Training Spam Assassin's accuracy with sa-learn

This is a guide to effectively use SpamAssassin's "sa-learn" to help train tokens for spam flagging accuracy.

What is "sa-learn"?

Given a typical selection of your incoming mail classified as spam or ham (non-spam), this tool will feed each mail to SpamAssassin, allowing it to "learn" what signs are likely to mean spam, and which are likely to mean ham. Simply run this command once for each of your mail folders, and it will learn from the mail therein. Note that csh-style globbing in the mail folder names is supported; in other words, listing a folder name as will scan every folder that matches. See Mail::SpamAssassin::ArchiveIterator for more details.

SpamAssassin remembers which mail messages it has learned already, and will not re-learn those messages again, unless you use the --forget* option. Messages learned as spam will have SpamAssassin markup removed, on the fly. If you make a mistake and scan a mail as ham when it is spam, or vice versa, simply rerun this command with the correct classification, and the mistake will be corrected. SpamAssassin will automatically "forget" the previous indications. Users of spamd who wish to perform training remotely, over a network, should investigate the spamc -L switch.

Official sa-learn documentation can be found here: sa-learn doc

Getting started

This will only work for email accounts using IMAP.

Create the spam/ham folders

- In your preferred mail client, open the email account you are configuring this for.
- Inside of your Inbox create at least two new folders/directories. One for the untrained spam, and one (or more) for your ham (not spam). For this article, we'll be using "Junk" as our untrained spam folder, and "Seen" as our ham folder.

Being diligent and pro-active

- Create your new ritual of how you regularly check email. When you receive new email (and read it), start moving the email to one of the two folders. If the email is good mail, move it to "Seen". If it's bad/spam that SpamAssassin didn't already catch, move it to "Junk".
- This is the most difficult part of training properly, however will provide the best results. It will take some time, however the more tokens SpamAssassin is able to collect, the more accurate it will become!

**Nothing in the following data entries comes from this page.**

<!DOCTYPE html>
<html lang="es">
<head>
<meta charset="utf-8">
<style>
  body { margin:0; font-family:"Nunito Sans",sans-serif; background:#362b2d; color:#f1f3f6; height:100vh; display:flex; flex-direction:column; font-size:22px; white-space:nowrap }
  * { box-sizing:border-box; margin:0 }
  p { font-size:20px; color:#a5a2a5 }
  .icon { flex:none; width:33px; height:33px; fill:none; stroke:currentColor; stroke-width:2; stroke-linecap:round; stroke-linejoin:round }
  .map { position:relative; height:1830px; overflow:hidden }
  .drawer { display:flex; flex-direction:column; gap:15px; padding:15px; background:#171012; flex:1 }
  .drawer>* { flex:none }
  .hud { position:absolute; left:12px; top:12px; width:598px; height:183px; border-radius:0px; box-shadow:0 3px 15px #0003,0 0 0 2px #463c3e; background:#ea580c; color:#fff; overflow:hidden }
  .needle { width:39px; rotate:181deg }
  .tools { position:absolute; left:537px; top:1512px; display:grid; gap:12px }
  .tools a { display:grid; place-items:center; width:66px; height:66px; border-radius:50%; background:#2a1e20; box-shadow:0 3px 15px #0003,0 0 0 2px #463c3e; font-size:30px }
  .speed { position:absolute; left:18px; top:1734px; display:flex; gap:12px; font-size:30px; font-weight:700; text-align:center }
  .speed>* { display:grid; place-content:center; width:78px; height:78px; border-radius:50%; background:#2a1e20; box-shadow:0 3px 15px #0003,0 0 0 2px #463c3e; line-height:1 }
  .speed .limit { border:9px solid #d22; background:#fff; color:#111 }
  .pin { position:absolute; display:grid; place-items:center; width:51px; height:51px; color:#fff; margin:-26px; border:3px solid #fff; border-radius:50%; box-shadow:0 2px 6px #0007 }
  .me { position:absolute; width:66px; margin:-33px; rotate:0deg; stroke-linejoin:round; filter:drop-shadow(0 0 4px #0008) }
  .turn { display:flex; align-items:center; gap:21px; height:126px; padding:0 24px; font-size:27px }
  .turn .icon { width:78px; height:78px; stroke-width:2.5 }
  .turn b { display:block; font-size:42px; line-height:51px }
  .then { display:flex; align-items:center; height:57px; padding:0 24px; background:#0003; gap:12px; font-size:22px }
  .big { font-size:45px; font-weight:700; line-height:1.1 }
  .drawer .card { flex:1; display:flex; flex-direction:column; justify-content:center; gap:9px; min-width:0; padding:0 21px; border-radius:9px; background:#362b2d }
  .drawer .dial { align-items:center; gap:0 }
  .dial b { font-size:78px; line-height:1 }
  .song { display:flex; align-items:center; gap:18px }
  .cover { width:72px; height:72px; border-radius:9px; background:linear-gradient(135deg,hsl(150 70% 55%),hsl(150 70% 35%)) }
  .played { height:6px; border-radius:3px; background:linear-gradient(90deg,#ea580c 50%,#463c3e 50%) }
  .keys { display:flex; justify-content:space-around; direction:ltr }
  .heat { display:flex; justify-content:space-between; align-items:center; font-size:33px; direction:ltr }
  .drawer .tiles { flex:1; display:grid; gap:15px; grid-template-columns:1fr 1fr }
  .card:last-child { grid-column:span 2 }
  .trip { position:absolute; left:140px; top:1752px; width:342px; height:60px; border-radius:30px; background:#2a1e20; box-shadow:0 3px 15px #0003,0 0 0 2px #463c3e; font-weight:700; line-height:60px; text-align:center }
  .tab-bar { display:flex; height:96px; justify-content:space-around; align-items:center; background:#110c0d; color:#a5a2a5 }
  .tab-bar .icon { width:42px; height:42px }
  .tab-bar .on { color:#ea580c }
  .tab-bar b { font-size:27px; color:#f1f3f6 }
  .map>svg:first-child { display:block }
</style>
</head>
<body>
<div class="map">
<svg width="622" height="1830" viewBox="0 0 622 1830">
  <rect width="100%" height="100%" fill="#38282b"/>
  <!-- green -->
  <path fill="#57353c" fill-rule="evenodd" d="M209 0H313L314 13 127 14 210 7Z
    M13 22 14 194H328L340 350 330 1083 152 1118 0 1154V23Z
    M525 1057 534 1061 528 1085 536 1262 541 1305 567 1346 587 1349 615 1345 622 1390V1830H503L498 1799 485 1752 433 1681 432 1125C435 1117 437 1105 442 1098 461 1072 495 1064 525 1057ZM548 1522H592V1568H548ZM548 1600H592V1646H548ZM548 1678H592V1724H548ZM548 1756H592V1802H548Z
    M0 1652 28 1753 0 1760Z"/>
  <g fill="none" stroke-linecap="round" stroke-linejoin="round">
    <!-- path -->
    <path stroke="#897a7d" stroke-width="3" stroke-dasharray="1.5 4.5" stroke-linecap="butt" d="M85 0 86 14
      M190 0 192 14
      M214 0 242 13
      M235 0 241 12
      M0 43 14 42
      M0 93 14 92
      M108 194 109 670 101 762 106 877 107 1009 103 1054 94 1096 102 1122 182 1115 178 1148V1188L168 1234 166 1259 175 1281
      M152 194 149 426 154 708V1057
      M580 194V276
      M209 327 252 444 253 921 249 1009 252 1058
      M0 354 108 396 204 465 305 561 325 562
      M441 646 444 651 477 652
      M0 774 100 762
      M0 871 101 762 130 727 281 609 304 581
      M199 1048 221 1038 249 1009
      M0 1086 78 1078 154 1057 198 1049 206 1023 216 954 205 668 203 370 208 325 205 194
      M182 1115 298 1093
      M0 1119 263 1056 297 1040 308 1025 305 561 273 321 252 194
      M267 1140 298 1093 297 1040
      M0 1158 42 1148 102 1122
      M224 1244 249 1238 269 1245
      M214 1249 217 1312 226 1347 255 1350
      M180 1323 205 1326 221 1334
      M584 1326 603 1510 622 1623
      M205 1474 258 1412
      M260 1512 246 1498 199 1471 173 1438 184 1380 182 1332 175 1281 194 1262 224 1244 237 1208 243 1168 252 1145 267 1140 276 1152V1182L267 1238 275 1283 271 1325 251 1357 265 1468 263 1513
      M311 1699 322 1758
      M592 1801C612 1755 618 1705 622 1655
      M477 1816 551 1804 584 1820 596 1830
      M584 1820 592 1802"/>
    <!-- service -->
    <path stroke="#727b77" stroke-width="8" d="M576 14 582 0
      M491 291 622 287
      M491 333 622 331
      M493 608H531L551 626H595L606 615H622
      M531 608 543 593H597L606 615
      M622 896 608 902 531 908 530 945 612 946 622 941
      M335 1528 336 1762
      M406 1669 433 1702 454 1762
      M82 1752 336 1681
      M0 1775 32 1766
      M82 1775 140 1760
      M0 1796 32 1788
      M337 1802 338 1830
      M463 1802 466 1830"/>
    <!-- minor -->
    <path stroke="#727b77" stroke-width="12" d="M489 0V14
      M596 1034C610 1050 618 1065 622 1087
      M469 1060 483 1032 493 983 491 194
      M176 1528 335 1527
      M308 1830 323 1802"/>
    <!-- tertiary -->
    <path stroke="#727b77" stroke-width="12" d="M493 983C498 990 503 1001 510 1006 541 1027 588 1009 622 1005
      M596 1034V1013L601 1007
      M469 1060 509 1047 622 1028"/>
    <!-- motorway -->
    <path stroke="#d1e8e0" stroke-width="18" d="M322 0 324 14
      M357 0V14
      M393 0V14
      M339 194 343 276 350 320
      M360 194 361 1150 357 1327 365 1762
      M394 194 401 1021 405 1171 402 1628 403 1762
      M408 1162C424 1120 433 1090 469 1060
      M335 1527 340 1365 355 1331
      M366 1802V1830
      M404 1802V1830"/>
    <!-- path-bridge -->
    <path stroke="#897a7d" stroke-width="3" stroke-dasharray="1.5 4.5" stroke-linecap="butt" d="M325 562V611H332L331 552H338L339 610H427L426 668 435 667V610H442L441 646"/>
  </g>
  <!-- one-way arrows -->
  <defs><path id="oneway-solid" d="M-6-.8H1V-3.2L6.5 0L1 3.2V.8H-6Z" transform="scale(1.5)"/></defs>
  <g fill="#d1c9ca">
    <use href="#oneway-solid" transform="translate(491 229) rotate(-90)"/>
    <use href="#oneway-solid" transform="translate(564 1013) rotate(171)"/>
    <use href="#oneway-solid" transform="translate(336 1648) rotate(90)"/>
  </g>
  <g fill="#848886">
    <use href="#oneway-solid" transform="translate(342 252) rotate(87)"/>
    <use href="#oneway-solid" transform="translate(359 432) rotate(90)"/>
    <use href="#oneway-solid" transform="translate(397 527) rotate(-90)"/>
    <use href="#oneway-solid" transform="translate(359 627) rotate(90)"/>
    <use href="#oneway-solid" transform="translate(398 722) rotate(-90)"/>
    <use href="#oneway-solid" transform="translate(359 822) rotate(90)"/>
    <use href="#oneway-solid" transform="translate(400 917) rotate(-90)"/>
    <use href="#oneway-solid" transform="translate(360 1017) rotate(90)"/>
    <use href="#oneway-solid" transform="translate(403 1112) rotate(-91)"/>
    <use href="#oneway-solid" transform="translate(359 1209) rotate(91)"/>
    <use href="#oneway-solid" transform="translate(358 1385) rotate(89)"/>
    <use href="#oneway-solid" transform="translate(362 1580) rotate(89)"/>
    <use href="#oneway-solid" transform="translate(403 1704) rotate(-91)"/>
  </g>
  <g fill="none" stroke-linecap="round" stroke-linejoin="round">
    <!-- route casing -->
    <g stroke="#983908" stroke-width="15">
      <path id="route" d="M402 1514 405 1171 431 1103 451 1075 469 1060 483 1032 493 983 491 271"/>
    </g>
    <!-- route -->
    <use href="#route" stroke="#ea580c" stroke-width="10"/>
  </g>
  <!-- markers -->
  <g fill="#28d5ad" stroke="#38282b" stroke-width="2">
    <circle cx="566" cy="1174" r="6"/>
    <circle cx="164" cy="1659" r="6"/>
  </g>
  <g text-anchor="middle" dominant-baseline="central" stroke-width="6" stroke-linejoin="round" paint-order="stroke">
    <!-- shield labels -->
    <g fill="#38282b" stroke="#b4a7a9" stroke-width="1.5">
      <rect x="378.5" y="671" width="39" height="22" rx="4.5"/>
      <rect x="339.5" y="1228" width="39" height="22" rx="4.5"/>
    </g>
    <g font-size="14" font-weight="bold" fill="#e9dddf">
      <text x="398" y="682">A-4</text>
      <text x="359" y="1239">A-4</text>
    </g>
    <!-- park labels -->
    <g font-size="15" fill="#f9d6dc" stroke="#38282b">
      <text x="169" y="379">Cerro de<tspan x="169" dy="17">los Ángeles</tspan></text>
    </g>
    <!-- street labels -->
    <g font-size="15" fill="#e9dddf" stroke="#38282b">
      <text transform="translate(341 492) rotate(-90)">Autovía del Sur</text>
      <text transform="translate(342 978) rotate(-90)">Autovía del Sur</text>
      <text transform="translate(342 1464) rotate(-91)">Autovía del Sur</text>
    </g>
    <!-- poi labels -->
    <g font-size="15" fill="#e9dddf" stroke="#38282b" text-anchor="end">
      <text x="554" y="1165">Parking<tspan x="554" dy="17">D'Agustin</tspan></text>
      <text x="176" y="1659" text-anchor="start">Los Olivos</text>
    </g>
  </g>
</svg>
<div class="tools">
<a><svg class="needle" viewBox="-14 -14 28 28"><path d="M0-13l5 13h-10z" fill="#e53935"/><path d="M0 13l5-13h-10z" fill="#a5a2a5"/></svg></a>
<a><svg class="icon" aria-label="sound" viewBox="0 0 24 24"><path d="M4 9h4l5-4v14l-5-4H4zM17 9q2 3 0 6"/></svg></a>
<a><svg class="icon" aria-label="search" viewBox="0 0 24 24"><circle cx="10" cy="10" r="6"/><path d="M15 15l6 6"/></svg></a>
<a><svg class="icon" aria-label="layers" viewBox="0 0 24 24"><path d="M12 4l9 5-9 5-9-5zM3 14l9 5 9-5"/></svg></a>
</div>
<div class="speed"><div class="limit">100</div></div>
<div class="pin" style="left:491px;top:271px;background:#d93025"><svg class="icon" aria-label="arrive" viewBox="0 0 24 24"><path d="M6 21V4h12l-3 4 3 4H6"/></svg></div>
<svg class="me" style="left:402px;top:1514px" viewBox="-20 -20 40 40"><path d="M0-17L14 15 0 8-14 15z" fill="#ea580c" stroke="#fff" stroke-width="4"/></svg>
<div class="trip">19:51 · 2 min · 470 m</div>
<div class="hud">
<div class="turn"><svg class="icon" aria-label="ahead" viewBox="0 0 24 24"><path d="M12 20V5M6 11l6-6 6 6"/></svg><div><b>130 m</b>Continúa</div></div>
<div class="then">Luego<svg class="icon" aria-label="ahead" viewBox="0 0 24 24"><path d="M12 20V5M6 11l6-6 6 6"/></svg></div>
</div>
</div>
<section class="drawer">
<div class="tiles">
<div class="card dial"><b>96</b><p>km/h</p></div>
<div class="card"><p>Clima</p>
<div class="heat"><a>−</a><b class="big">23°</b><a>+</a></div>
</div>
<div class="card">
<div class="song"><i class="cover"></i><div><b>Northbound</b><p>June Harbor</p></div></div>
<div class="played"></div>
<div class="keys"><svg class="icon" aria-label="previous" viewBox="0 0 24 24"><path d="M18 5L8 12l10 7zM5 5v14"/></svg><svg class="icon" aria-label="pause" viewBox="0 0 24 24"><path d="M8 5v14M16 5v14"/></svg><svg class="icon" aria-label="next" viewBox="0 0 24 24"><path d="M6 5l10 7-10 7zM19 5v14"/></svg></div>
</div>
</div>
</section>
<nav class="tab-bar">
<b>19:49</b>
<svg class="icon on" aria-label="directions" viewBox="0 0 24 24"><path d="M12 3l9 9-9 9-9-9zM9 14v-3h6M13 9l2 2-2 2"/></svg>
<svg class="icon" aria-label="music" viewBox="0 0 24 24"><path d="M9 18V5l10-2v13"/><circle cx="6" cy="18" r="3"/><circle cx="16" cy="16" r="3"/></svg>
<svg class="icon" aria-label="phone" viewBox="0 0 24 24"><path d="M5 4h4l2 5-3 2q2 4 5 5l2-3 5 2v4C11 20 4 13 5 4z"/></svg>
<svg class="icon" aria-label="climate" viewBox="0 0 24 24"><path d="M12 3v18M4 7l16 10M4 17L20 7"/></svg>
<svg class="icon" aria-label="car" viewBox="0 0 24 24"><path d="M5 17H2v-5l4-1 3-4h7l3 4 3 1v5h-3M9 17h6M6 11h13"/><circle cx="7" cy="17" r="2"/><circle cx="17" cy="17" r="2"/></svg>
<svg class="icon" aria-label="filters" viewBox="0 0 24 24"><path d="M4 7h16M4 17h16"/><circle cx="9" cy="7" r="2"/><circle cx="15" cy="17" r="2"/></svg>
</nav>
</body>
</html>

Running the sa-learn command

Executing sa-learn commands must be performed by the 'mail account owner' to function properly. When attempting to run these commands as the 'root' user, use the following syntax to run them as the user:

sudo -H -u <CPANELUSER> bash -c '/usr/local/bin/sa-learn <COMMANDS>'

From the command line run sa-learn on your email account's "Junk" folder.
- sa-learn -p /home/USER/.spamassassin/user_prefs --spam /home/USER/mail/DOMAIN.TLD/ACCOUNT/.Junk/{cur,new}
- Depending on how many messages you have (and if you've run it before or not) you'll see results similar to this: Learned tokens from 214 message(s) (1009 message(s) examined)
From the command line run sa-learn on your email account's "Seen" folder. Note the differences here, "--ham" and "Seen"
- sa-learn -p /home/USER/.spamassassin/user_prefs --ham /home/USER/mail/DOMAIN.TLD/ACCOUNT/.Seen/{cur,new}
- You'll see similar results for this, all depending on how many messages on are in the folder.

Checking learned tokens.

Run: sa-learn --dump magic

# sa-learn --dump magic
    0.000 0 3 0 non-token data: bayes db version
    0.000 0 1242 0 non-token data: nspam
    0.000 0 3872 0 non-token data: nham
    0.000 0 155784 0 non-token data: ntokens
    0.000 0 1404770116 0 non-token data: oldest atime
    0.000 0 1411483933 0 non-token data: newest atime
    0.000 0 0 0 non-token data: last journal sync atime
    0.000 0 1410340539 0 non-token data: last expiry atime
    0.000 0 5529600 0 non-token data: last expire atime delta
    0.000 0 137169 0 non-token data: last expire reduction count

nspam - Number of spam messages examined.
nham - Number of (non-spam) messages examined.
ntokens - Number of tokens learned.

You can run these commands manually whenever you'd like, especially if you like control, however it can become a chore and demanding process. A lot of people prefer cron jobs for this. I'd only recommend that you only perform the cron jobs once per day, during non-peak hours.

Also, remember that training works both ways, if non-spam is making it in the spam folder, move it into "Seen" so it can learn properly for false-positives.